Oh no im so sorry to hear that:hug: I hope you find them soon! I will definitely be praying for you and your herd. Good luck:goatkisspray)


----------



## Boers4ever (Jun 28, 2020)

Oh no how awful! If my brother did that I’d knock his teeth out too. I am definitely praying for you and your goats.


----------



## SalteyLove (Jun 18, 2011)

Oh dear, I'm so sorry! Rest assured they are totally fine having a GREAT time with all the new browse they have discovered! This happened once to us with our first pair of goats 10+ years ago. They were safe and happy when we found them! Don't forget to bring a scoop or bucket or whatever you normally rattle some grain in!


----------



## NDinKY (Aug 3, 2019)

That’s awful! Hope they find their way home soon!


----------



## ksalvagno (Oct 6, 2009)

I'm so sorry. I sure hope you find them safe and sound.


----------



## MadHouse (Oct 3, 2019)

I am sorry your brother did not act responsibly! I hope SalteyLove is right and your goats are having a great time, and that you find them soon and that they are fine.


----------



## Tanya (Mar 31, 2020)

mariella said:


> I'm heartbroken, I was away from home in another state for a few days and my sister was taking care of the farm, my brother decided to visit and the goats got out of their pen, it's never a big deal because they just stay in the yard, but when my brother went to leave they followed him to the road and he didn't come back up to let my sister know they were following him he just sped up! If he was in front of me right now I would rip his teeth out!!!!
> They went missing Sunday night around 7 pm, we are surrounded by big plots of land and thick woods. My sister and a friend went door to door yesterday asking if anyone had seen them but had no luck. We are friends with the people that own the biggest plot around so I'm going to be asking them if they mind me driving their hay fields to search for them.
> 
> If your the praying type then please pray that we find our babies!


Prayers are being sent


----------



## Sfgwife (Feb 18, 2018)

Awwwww i am sorry! I bet they are happy as clams in a bunch of brush somewhere close.
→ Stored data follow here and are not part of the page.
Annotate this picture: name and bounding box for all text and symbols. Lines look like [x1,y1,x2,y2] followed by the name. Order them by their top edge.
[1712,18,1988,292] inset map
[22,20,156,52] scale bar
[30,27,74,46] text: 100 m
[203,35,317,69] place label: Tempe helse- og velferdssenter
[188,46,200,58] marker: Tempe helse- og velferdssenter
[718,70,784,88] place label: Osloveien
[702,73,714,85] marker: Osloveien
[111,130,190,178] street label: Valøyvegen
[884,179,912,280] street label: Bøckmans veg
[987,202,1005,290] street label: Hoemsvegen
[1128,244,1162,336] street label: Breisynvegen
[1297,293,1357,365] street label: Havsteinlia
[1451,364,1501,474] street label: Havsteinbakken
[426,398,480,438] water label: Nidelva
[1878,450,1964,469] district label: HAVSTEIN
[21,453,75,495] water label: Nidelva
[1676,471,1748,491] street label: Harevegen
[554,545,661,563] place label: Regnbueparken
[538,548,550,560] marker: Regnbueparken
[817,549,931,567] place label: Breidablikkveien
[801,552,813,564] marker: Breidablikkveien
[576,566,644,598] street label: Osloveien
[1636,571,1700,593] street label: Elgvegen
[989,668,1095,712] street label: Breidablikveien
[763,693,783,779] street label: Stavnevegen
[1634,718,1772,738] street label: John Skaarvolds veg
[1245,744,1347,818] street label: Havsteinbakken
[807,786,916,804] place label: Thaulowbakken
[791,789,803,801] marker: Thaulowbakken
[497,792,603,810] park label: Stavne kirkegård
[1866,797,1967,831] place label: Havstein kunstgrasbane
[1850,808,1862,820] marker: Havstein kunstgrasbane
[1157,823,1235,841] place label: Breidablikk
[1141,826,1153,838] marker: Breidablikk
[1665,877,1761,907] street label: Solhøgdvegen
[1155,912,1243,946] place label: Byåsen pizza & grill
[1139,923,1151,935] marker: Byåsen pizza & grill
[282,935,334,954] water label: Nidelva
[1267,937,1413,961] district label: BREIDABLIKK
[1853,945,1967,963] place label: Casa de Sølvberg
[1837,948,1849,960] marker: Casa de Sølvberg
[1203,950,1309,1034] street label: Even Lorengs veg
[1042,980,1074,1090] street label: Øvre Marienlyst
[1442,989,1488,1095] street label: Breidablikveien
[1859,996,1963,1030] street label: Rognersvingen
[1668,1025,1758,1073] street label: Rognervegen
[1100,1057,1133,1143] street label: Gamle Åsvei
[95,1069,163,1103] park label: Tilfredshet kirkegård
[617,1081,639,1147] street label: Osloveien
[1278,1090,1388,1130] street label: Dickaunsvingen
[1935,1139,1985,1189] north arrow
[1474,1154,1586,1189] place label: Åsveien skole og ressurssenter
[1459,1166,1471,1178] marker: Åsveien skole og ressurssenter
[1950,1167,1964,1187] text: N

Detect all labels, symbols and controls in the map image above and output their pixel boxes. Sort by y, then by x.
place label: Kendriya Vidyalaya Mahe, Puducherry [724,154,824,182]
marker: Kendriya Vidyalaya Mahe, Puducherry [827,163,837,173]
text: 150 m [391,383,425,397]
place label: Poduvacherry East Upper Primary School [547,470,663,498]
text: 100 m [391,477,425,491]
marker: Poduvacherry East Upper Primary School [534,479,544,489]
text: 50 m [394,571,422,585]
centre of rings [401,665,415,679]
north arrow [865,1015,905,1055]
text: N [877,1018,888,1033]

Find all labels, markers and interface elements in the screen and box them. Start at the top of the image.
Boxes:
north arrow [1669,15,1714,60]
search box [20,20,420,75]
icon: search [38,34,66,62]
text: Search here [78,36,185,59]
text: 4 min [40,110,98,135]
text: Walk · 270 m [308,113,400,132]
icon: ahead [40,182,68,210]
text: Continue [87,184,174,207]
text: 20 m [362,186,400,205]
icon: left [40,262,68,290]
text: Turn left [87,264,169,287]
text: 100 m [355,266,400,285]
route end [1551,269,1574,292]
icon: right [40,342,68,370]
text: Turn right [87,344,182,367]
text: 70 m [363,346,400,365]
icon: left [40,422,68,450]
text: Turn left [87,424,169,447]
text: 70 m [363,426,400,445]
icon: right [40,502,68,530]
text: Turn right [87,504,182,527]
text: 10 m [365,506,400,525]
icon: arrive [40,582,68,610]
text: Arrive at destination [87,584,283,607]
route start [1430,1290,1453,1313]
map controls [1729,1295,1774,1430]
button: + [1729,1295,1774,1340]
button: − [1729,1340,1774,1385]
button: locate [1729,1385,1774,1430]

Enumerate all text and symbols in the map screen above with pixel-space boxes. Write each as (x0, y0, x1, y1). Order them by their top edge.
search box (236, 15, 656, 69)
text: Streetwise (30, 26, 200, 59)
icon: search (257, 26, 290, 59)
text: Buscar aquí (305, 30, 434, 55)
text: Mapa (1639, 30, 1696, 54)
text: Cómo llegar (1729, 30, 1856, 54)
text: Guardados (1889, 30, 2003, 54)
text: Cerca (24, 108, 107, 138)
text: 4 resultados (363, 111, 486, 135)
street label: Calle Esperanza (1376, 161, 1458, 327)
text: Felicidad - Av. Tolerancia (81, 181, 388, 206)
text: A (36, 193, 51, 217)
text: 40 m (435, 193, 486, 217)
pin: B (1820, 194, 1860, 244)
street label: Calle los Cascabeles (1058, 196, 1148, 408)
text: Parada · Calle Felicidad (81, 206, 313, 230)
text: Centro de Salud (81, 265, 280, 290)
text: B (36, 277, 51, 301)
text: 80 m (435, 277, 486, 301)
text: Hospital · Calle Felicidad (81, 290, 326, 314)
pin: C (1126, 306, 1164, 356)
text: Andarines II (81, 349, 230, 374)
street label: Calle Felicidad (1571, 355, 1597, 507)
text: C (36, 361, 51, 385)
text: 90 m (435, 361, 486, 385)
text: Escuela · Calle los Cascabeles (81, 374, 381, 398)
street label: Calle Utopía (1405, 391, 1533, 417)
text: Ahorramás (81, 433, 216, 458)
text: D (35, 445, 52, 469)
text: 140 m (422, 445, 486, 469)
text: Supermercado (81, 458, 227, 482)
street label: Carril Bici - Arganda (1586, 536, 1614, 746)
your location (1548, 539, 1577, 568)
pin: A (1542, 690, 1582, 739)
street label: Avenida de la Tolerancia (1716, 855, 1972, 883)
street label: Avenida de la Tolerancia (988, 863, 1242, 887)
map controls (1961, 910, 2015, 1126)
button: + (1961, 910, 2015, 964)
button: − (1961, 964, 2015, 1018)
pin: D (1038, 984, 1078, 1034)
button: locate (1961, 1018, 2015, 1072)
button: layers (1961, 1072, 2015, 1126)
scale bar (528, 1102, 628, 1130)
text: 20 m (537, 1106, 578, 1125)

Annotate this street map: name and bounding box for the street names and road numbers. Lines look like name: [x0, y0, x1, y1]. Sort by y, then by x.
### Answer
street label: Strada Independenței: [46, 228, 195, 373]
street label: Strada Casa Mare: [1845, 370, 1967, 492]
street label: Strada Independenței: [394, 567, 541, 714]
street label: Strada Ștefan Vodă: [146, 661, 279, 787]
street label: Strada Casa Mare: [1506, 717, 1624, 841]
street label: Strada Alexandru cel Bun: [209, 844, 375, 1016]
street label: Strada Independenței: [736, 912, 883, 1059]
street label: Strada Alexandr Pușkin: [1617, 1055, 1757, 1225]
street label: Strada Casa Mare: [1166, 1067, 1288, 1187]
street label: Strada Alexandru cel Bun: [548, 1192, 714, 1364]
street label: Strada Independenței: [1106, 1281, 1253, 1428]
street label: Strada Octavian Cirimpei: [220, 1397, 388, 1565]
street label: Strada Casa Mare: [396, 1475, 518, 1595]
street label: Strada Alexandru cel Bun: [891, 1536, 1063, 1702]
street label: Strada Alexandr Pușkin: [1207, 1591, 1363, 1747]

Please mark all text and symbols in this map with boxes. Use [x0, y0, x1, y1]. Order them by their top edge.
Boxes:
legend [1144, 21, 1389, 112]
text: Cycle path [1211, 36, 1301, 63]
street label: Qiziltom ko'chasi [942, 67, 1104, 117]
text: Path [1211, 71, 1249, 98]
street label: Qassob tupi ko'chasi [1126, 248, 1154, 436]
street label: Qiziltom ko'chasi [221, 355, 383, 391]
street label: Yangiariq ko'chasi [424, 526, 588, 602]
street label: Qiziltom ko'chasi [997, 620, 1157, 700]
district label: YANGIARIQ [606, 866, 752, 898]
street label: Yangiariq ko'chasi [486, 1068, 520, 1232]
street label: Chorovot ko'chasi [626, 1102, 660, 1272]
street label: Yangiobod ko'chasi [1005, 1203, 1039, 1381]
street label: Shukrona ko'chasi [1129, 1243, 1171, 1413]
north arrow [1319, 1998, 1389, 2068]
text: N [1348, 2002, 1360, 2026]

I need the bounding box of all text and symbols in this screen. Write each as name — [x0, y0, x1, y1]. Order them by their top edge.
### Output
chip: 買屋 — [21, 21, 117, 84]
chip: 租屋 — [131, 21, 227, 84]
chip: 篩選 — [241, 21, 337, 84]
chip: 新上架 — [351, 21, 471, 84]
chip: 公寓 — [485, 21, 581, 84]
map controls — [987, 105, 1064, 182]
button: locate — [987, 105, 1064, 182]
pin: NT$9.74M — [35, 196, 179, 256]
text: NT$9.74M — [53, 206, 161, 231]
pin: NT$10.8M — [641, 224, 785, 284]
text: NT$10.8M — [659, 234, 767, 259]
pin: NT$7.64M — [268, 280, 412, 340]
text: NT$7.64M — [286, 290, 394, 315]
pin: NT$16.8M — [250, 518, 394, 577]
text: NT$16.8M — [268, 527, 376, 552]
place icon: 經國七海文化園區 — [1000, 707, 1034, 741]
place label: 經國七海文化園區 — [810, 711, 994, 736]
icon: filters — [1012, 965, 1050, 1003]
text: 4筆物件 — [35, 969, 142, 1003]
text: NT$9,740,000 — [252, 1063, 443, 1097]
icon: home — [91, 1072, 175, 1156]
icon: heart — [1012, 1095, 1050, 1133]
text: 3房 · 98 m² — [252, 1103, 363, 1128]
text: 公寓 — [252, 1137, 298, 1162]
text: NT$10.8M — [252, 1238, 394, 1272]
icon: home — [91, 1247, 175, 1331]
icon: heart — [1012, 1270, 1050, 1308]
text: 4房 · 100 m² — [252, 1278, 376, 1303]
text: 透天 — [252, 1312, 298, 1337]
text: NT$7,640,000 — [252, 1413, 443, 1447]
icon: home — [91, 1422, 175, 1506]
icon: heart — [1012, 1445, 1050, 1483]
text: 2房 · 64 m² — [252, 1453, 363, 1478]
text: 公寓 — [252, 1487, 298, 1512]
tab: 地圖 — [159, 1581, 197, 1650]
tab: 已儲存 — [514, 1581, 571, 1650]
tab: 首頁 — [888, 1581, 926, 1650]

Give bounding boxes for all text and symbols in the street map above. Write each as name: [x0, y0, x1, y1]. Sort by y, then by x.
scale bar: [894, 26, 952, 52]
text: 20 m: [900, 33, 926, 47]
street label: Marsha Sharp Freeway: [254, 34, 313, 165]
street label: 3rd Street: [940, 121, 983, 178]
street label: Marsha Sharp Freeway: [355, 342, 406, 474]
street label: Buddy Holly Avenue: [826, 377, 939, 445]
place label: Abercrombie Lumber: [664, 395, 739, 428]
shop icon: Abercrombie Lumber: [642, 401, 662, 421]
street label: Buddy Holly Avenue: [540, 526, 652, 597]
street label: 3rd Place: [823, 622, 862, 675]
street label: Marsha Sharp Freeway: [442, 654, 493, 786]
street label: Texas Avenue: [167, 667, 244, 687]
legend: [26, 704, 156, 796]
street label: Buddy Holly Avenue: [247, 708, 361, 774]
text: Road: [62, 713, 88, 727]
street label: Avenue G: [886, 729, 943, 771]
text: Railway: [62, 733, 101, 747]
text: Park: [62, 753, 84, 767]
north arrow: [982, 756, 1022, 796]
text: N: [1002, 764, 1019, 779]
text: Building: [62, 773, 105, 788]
Eta... i DO have a VERY nice pair of steel toed boots if you need to borrow some.... ladies size ten....... i can even clean em up and oil them for you so they are nice and shiny. Yanno... so that dolt brother of yours can see em comin....


----------



## Garnet-the-goat (Sep 2, 2020)

Aww I am so sorry! I hope You find them soon! Send prayers your way!:hug:


----------



## goatblessings (Jan 6, 2015)

Praying for their return!!! It's so hard not knowing where they are. Do reach out to local law enforcement and shelters, etc. Sometimes people report loose animals that way.


----------



## toth boer goats (Jul 20, 2008)

That is horrible, praying they are found.


----------



## KST Goat Farm (Jul 29, 2019)

Oh no! I am praying you find them soon. Disappearing goats is so stressful.


----------



## happybleats (Sep 12, 2010)

Prayers for safe return!! I could not imagine!


----------



## Moers kiko boars (Apr 23, 2018)

Grab that feed bucket and start hollaring. I'm always afraid mine will escape. I'm so sorry. Please keep us informed on when you find them.


----------



## Tanya (Mar 31, 2020)

Oh I hope they return quickly


----------



## toth boer goats (Jul 20, 2008)

Any news?


----------



## SalteyLove (Jun 18, 2011)

Are your goats tame to strangers? Would someone be able to load them in a vehicle with a food bribe if they spotted them along the road?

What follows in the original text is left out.